Evan Woolley: Outside of Ward 8, the most pressing transit issue is actually a planning issue: reducing the city’s sprawl. Sprawling and distant suburbs with circuitous roads are almost impossible to efficiently serve with transit. In fact, Portland-based transit expert Jarrett Walker now uses Cranston as an example of how to not design communities for transit.
Calgary Transit is struggling to even provide hourly bus service to many greenfield suburbs and City Hall has created this problem.
Unlike the incumbent John Mar, if elected I will be a staunch ally of Mayor Nenshi in eliminating City subsidies for new suburban developments and will support smart growth. Instead of sending Ward 8 tax dollars to the fringes of the City they should be used improve transit connection between our neighbourhoods.
Ian Newman: I believe getting the Rapid Transit to the southeast is very important.
John Mar: Funding issues aside the next two LRT networks that need to be constructed are the South East LRT (estimated cost of $2.3B) and the North Central LRT (estimated cost $1.6B) Recognising the current financial capacity of the Province of Alberta, I feel that the planning for these lines could be done, along with strategic land acquisitions overtime to ensure that an alignment would be prepared in advance of another major Municipal Sustainability Initiative grant or Federal National Transit Strategy.
Jordan Katz: Centre St North development.
Gian-Carlo Carra: Same as above. Transit is the most significant city-building tool we have. (Editor’s note- see yesterdays blog for Gian-Carlos response to the previous question)
Nargis Dossa: Direct quotes: “Connecting from point A to B within an hour… “ “City too widespread and not keeping up with amenities or good transit system…” “It takes me forever to get to work by public transport whereas only 15 minutes by car from Applewood to Downtown… better off paying parking because bus passes are so expensive anyway…”
Andre Chabot: Servicing the industrial areas for off peak users.
Brian Pincott: The most pressing issue city-wide is the funding of the Transit Strategy. Moving forward with the priority list on the strategy: the cross-town BRT’s and the two new LRT routes, North Central and SE, are key. Taking our transit system to the next step, one where it is a viable and effective choice for Calgarians door to door, is essential.
James Maxim: Completion of the entire main LRT system re: north and southeast legs
Wayne Frisch: Immediate need for expansion of the SELRT.
Stephanie Kusie: I would say bike lanes that are conducive to commuting from all sectors to downtown. Calgarians consider cycling a fundamental form of transportation and I believe many avoid it due to the safety risks presently posed on many roads. Calgarians are active and efficient individuals – they enjoy being outside and many fit their exercise routine into their daily commute.
Shane Keating: Switching from a commuter style of transit to a service style of transit is important outside of Ward 12. Calgarians that take transit should be able to travel to several different points within the city without having to go directly into the core.
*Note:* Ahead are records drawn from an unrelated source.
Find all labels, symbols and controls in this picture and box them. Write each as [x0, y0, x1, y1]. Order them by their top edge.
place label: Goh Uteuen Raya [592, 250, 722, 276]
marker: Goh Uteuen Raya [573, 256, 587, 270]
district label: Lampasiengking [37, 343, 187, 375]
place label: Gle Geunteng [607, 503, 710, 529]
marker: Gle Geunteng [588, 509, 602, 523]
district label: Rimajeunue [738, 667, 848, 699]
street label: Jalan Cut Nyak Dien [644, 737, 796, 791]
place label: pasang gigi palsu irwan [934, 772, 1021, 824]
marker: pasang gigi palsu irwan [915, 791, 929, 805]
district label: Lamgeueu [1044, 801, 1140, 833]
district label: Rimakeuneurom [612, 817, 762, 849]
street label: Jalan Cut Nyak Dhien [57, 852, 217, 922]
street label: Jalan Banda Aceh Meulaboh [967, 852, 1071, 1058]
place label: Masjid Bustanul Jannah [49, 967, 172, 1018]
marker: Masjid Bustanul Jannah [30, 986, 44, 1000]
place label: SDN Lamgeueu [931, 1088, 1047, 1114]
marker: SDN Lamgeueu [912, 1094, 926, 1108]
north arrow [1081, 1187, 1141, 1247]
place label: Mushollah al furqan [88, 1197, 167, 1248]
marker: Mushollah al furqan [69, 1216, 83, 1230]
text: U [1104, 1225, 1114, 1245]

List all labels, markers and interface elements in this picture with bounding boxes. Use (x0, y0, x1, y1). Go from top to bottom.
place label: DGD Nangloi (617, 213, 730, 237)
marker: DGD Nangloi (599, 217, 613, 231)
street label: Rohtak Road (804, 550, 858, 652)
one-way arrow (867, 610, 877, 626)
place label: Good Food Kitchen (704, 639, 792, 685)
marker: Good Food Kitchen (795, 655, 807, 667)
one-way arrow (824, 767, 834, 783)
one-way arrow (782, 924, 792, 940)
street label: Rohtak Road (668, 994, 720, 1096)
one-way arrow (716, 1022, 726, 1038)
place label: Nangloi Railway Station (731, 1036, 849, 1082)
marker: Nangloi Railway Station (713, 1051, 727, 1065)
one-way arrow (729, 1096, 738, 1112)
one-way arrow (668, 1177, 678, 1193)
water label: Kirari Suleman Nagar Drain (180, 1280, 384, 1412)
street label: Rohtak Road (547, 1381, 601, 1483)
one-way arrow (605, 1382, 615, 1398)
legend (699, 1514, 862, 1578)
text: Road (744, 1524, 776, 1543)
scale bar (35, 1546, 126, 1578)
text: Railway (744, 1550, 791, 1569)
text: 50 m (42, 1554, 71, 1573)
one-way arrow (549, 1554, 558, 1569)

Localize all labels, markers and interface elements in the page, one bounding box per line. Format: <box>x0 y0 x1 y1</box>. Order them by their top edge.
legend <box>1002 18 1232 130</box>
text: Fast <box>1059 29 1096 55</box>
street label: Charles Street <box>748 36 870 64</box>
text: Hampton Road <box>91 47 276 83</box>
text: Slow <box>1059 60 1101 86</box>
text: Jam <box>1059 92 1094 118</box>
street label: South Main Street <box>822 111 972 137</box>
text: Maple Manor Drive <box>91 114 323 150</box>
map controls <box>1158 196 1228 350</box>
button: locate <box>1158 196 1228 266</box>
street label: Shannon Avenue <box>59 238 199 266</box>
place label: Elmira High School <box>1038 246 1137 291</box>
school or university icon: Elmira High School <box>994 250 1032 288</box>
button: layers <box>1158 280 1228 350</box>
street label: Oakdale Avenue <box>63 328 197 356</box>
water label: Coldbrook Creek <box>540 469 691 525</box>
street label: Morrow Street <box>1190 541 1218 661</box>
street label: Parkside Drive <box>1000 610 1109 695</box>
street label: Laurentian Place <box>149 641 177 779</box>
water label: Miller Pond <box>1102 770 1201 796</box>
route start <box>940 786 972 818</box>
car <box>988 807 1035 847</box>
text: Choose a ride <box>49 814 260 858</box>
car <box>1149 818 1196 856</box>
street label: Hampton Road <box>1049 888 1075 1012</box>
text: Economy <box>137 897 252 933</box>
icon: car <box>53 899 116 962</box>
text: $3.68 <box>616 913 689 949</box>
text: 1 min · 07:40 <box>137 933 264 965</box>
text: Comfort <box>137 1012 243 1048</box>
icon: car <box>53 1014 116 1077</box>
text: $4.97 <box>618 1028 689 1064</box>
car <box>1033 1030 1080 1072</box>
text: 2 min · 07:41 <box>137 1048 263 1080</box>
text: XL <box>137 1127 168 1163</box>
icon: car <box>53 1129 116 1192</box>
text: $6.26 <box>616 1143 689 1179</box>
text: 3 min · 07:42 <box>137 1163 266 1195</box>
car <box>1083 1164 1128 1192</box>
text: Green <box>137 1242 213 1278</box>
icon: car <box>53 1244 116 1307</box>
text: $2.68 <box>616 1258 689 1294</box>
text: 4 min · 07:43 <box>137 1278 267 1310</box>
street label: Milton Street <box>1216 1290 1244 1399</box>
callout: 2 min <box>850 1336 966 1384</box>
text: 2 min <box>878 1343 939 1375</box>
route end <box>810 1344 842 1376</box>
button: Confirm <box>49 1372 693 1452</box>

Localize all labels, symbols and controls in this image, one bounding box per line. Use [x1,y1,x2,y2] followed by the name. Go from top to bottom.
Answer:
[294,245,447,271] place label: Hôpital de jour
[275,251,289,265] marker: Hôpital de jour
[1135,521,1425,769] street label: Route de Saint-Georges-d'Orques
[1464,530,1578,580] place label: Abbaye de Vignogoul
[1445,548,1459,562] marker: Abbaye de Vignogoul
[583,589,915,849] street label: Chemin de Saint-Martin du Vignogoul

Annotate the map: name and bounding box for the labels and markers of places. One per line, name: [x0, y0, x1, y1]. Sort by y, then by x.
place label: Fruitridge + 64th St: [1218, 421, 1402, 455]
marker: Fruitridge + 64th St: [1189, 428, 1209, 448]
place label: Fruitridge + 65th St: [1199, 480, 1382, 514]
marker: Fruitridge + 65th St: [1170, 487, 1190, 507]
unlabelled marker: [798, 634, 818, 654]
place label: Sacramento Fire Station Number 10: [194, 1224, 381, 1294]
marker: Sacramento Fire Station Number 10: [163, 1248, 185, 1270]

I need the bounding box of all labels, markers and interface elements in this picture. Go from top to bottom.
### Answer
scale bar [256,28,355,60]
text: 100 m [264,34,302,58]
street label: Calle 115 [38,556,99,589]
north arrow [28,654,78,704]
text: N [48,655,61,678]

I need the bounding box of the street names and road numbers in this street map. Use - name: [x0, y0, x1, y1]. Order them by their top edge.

Calgarians traveling from the West end of town should not have to commute through downtown in order to get to Chinook.
Diane Colley-Urquhart: Replace the 75 U2 trains that break down all the time and compromise timeliness and dependability.
Scott Sorokoski: The whole city faces an issue of trying to efficiently traveling from one destination to another. Having to transfer multiple buses with delays between is not efficient.
Adam Frisch: Enough feeder buses to get to transit and timeliness of transit service throughout the day
Shawn Kao: The SE LRT and its precursor SETWAY are critical to help get South Calgary moving. If we can get cars off Deerfoot, it would ease traffic congestion for residents of Ward 14. Also, transit users in Ward 14 would have more of the city opened to them in terms of work and recreation.
Peter Demong: Same as above…. (Editor’s note- see yesterday’s blog for Peter’s response to the previous question)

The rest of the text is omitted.